▶ _LISTED ENTRIES_
----------
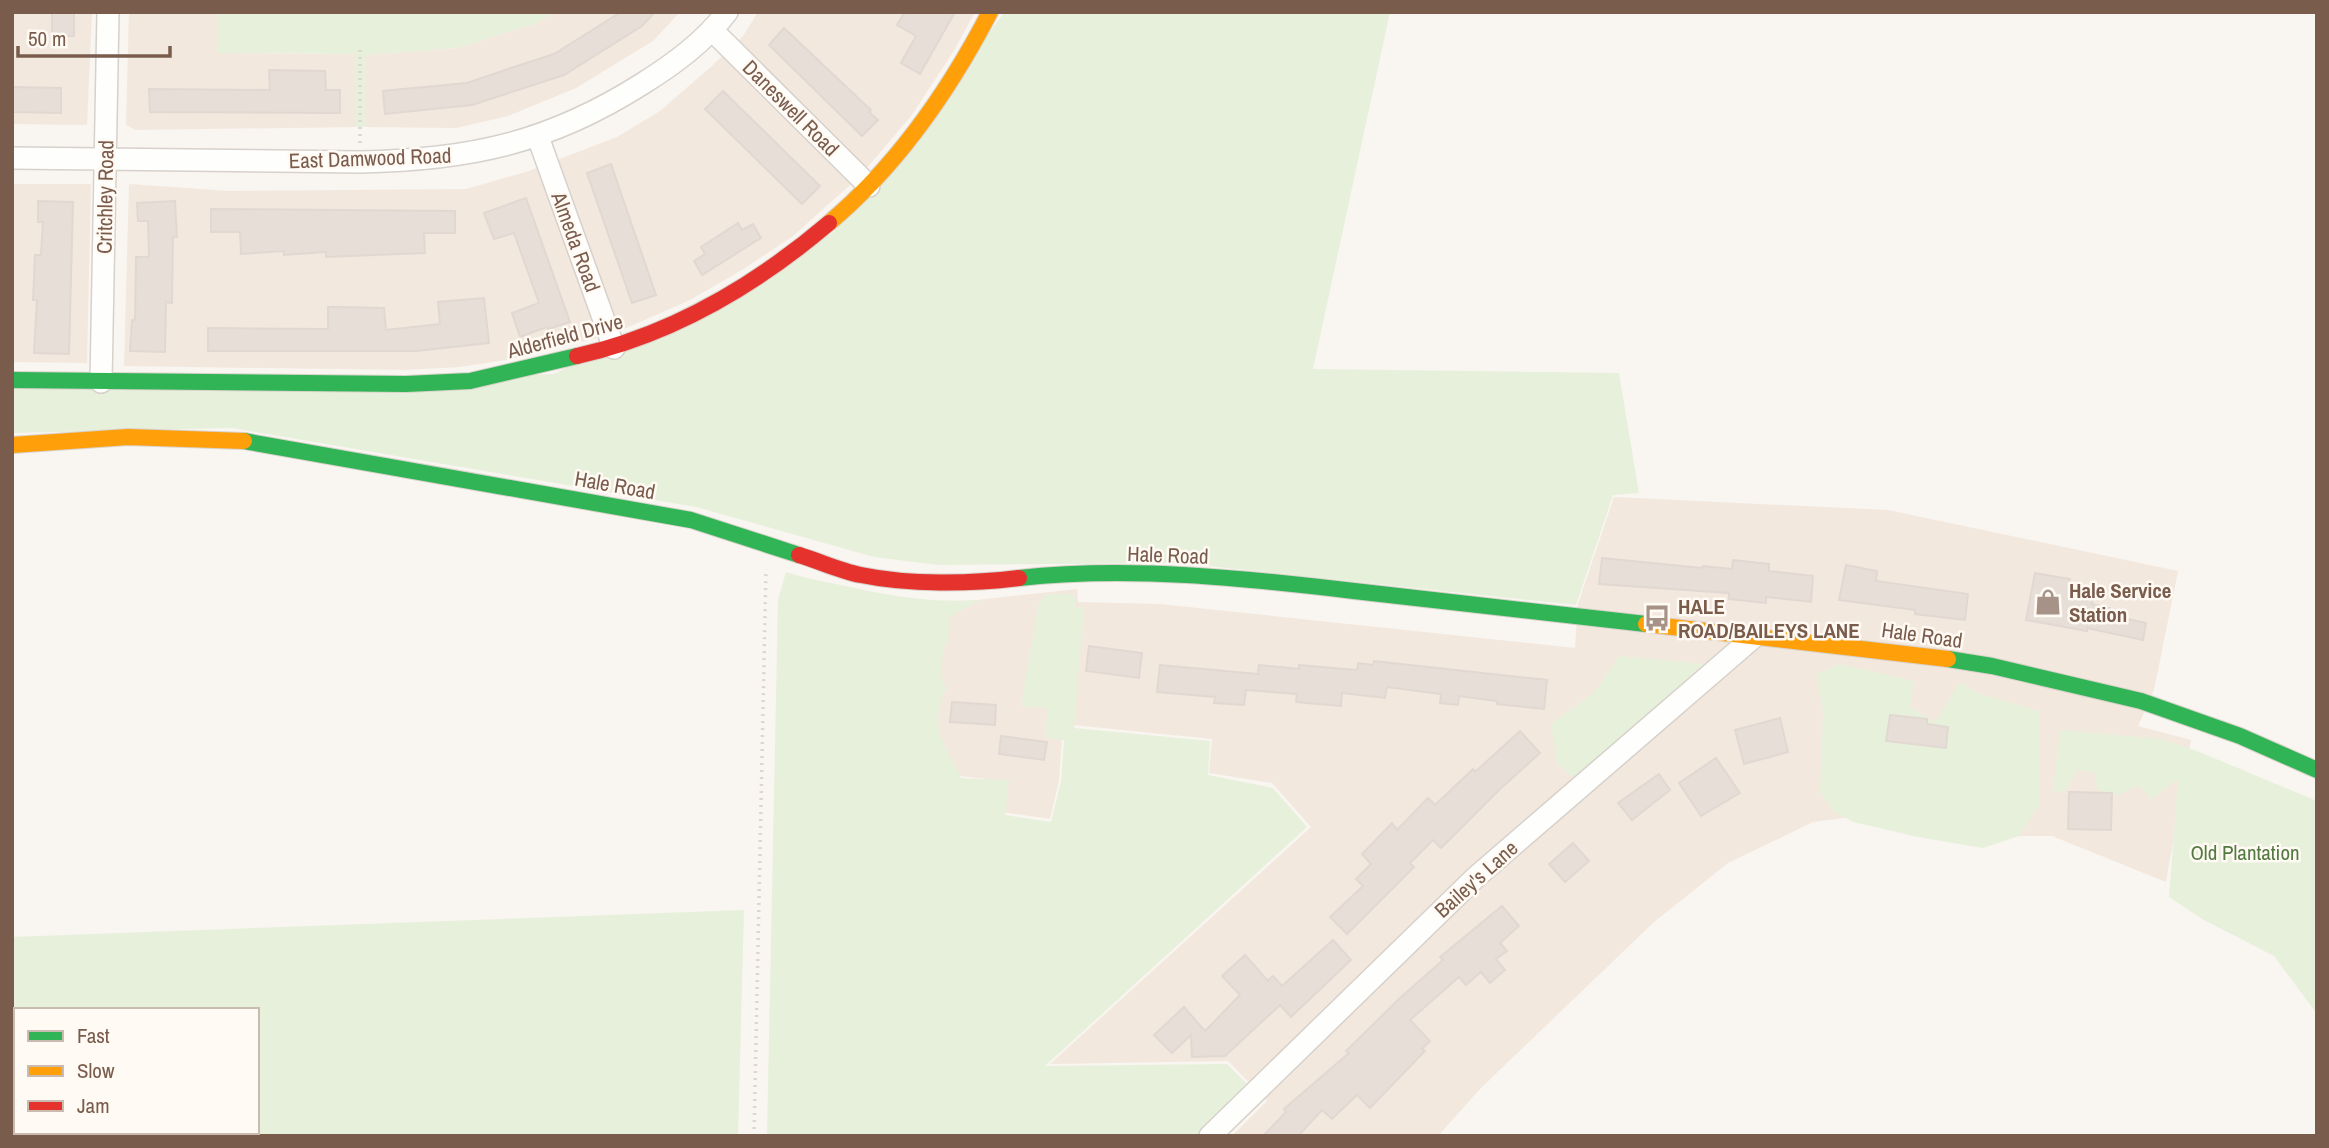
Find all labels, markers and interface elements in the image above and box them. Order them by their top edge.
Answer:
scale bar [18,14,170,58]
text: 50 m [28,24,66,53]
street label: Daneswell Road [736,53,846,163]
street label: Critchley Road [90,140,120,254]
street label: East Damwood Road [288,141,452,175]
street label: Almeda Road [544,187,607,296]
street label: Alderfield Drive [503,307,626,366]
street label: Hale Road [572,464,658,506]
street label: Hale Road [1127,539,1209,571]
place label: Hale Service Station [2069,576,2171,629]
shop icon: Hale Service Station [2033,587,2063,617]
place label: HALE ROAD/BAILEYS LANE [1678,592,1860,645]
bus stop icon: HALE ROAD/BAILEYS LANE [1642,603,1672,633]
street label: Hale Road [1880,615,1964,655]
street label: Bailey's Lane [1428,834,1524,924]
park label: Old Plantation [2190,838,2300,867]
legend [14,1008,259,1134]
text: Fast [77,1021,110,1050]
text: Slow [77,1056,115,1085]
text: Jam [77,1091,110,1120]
----------
▶ _WHAT TO PRODUCE_
Each line above is to be copied exactly, and the pictures are to be dropped.

▶ _EXERCISE RESULT_
Find all labels, markers and interface elements in the image above and box them. Order them by their top edge.
Answer:
scale bar [18,14,170,58]
text: 50 m [28,24,66,53]
street label: Daneswell Road [736,53,846,163]
street label: Critchley Road [90,140,120,254]
street label: East Damwood Road [288,141,452,175]
street label: Almeda Road [544,187,607,296]
street label: Alderfield Drive [503,307,626,366]
street label: Hale Road [572,464,658,506]
street label: Hale Road [1127,539,1209,571]
place label: Hale Service Station [2069,576,2171,629]
shop icon: Hale Service Station [2033,587,2063,617]
place label: HALE ROAD/BAILEYS LANE [1678,592,1860,645]
bus stop icon: HALE ROAD/BAILEYS LANE [1642,603,1672,633]
street label: Hale Road [1880,615,1964,655]
street label: Bailey's Lane [1428,834,1524,924]
park label: Old Plantation [2190,838,2300,867]
legend [14,1008,259,1134]
text: Fast [77,1021,110,1050]
text: Slow [77,1056,115,1085]
text: Jam [77,1091,110,1120]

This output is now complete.